18 Reasons One is Executed for Witchcraft during the ‘Burning Times’

18 Reasons One is Executed for Witchcraft during the ‘Burning Times’

D.G. Hewitt - January 6, 2019

18 Reasons One is Executed for Witchcraft during the ‘Burning Times’
Many believed that witches were able to make milk go bad just by walking by. Wikimedia Commons.

3. You forgot to throw out old dairy products: Believe it or not, curdled milk was offered up as evidence that women were witches

Quite where the idea that witches caused milk to curdle has never been firmly established. However, scholars of the history of witchcraft have found this mentioned in texts dating back to the start of the 16th century. For instance, there was the old English tale of ‘Old Mammy Red or Marblehead’, who could curdle milk as it came out of a cow and could even then magically transform it into blue wool. And like many such superstitions, such a belief was brought across the Atlantic to the Americas by Pilgrim settlers. Before long, America’s witch-hunters were busy looking in people’s pantries, looking out for tell-tale signs of spoiled dairy.

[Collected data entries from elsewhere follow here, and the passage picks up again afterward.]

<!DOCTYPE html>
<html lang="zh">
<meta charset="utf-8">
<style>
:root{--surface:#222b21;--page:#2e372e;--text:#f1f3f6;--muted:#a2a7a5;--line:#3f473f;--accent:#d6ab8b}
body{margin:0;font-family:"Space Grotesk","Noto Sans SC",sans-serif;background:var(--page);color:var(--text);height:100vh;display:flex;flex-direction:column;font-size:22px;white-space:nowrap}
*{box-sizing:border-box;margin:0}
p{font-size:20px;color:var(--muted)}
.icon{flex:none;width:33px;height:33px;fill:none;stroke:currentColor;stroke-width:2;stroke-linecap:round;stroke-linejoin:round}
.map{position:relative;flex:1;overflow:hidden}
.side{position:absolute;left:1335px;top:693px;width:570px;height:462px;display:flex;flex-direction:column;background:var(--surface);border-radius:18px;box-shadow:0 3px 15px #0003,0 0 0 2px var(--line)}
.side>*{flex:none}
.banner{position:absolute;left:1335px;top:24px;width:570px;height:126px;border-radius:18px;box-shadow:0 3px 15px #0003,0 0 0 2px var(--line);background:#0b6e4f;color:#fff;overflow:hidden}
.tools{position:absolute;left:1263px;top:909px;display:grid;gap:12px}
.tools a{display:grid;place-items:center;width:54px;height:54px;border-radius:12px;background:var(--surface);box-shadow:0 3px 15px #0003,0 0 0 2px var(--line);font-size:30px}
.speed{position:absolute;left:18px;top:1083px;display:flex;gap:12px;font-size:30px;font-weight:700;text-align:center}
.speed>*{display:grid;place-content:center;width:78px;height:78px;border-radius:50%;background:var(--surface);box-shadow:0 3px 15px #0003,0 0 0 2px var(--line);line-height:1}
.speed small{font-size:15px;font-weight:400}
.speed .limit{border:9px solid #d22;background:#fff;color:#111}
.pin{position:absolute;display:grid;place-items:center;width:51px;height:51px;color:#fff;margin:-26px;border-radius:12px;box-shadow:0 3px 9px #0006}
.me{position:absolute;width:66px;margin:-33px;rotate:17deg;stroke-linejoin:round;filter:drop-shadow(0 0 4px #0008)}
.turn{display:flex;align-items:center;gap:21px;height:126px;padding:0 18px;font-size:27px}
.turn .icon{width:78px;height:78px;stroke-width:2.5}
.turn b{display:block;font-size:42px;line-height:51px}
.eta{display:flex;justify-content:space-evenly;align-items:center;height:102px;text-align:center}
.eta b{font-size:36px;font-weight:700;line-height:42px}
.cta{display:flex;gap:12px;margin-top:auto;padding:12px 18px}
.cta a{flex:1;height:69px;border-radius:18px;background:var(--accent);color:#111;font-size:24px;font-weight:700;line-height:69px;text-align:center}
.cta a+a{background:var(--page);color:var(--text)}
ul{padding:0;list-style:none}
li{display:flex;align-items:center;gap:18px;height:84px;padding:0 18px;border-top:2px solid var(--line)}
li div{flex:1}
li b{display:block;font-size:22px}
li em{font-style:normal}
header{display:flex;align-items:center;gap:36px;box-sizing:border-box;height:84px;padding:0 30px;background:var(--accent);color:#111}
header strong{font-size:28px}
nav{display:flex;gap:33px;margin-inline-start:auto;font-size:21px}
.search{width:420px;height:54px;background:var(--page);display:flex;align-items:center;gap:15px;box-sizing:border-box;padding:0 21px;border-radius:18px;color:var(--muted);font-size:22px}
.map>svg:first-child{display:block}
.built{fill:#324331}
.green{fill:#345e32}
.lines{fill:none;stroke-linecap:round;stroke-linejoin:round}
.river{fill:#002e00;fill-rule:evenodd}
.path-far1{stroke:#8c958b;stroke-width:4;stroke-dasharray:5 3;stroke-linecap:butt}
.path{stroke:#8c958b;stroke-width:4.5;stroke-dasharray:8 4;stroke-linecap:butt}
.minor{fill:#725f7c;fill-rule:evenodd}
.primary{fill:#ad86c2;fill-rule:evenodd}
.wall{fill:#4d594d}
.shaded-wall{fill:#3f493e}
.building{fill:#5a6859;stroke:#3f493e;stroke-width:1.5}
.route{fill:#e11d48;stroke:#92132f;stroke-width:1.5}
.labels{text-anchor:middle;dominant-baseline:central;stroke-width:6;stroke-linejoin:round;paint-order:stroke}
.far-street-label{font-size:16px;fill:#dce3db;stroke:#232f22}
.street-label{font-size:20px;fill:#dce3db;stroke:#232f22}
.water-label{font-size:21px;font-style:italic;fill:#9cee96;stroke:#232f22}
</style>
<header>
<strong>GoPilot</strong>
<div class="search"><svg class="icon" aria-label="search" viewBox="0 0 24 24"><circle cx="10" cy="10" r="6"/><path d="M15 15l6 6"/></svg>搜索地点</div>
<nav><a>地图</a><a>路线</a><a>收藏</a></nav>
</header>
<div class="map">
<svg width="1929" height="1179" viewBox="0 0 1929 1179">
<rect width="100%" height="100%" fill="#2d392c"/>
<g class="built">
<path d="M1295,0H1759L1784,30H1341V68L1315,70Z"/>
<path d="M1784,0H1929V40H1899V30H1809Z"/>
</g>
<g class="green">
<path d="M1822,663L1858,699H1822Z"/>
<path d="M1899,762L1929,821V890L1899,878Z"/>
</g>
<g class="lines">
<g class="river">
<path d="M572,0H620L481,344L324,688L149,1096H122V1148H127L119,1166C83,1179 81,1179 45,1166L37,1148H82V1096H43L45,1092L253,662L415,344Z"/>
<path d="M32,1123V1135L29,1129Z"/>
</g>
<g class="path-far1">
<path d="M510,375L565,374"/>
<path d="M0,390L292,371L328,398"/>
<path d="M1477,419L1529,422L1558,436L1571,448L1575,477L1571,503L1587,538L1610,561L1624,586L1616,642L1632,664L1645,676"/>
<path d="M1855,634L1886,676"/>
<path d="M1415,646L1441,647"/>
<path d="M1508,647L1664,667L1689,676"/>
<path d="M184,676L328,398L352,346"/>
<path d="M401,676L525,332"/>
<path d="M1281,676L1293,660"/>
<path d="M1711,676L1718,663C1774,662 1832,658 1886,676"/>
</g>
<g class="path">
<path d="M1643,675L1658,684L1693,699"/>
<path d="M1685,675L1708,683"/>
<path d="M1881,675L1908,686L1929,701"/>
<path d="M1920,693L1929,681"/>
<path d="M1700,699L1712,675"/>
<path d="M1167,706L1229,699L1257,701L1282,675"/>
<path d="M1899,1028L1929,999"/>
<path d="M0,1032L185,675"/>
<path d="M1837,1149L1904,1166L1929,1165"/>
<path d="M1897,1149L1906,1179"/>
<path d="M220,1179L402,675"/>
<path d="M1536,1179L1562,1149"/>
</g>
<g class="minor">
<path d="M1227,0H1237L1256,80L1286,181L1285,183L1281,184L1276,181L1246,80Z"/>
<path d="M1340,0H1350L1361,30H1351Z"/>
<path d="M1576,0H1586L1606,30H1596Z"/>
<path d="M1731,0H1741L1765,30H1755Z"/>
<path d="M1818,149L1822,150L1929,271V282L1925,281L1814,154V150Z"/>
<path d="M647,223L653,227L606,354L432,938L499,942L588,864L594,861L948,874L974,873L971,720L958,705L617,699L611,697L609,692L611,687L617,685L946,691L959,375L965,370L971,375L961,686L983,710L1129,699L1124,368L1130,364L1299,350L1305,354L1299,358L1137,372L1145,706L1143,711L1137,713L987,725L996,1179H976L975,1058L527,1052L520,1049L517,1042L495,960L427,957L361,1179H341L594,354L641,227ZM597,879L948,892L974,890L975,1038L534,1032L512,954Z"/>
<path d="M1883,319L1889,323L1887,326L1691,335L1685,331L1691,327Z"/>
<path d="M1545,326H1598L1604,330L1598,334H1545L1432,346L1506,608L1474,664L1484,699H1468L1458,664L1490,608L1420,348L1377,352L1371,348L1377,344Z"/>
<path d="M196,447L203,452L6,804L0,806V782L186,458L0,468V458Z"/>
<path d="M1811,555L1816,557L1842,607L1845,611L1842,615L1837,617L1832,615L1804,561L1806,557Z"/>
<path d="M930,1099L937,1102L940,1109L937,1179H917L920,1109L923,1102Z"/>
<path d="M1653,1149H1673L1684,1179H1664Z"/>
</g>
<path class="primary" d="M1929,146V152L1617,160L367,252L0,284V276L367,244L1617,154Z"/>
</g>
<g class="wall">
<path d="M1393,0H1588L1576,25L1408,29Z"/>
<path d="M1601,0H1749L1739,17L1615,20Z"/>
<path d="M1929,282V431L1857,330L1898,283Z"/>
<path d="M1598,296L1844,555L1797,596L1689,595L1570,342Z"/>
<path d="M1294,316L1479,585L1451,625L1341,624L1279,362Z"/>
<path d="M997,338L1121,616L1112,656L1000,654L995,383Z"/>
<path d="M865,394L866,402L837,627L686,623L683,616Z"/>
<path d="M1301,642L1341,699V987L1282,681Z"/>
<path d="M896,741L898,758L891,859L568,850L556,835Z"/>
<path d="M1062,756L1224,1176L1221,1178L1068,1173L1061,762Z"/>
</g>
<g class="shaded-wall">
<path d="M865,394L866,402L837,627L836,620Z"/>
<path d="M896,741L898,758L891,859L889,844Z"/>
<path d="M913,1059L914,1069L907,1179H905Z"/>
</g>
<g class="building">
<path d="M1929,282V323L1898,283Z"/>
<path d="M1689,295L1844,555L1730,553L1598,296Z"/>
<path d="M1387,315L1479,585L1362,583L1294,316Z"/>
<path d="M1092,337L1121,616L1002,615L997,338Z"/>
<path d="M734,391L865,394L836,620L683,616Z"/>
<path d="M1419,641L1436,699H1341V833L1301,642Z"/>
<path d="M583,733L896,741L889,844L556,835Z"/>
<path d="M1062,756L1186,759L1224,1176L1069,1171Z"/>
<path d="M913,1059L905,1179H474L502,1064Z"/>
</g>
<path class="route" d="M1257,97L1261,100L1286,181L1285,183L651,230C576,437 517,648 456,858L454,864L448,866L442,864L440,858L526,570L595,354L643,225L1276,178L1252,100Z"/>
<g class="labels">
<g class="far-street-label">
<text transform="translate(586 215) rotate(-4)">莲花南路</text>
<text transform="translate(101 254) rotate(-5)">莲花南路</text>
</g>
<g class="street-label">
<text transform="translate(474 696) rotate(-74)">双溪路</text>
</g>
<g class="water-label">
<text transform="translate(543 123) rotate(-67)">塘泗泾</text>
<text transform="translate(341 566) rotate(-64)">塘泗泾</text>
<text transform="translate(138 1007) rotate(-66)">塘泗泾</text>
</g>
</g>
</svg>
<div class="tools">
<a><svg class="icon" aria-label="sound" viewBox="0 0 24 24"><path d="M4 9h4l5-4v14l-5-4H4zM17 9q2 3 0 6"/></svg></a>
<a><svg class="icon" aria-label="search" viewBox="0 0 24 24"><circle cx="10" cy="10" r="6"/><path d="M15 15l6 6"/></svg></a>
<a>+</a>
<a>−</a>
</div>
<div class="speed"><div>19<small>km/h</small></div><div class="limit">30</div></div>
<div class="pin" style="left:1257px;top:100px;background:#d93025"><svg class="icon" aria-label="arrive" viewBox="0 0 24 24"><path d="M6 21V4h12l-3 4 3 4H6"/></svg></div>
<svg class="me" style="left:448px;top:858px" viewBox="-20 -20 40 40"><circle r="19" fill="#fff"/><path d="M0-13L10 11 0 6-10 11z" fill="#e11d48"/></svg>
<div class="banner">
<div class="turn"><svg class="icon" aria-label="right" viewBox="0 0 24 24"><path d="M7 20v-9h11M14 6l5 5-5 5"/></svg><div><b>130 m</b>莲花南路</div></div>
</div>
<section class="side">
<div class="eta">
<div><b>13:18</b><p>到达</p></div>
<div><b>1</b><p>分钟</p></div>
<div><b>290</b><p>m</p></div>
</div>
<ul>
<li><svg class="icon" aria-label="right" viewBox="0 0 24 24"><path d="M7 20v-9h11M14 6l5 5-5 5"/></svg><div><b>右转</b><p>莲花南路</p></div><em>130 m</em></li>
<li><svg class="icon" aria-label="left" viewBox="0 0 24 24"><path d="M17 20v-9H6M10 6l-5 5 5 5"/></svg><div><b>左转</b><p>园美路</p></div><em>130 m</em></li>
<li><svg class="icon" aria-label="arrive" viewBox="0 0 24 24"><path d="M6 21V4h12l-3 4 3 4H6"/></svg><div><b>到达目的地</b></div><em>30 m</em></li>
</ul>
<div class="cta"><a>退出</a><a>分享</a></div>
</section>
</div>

The most notable case of curdled milk being cited as evidence of black magic was at the Salem Witch Trials in 1692. Here, the grand jury heard that several of the accused had spoiled milk in their houses, while neighbors also attested that some of them caused milk to curdle just by walking past it. It must be remembered that this was a time when many families relied on their cows to survive. Should a cow stop producing milk, or should the milk be of poor quality, it could leave a person or family on the brink of destitution and starvation. It would also leave them angry and looking for someone to blame – and often, a ‘strange’ female neighbor was the easiest target.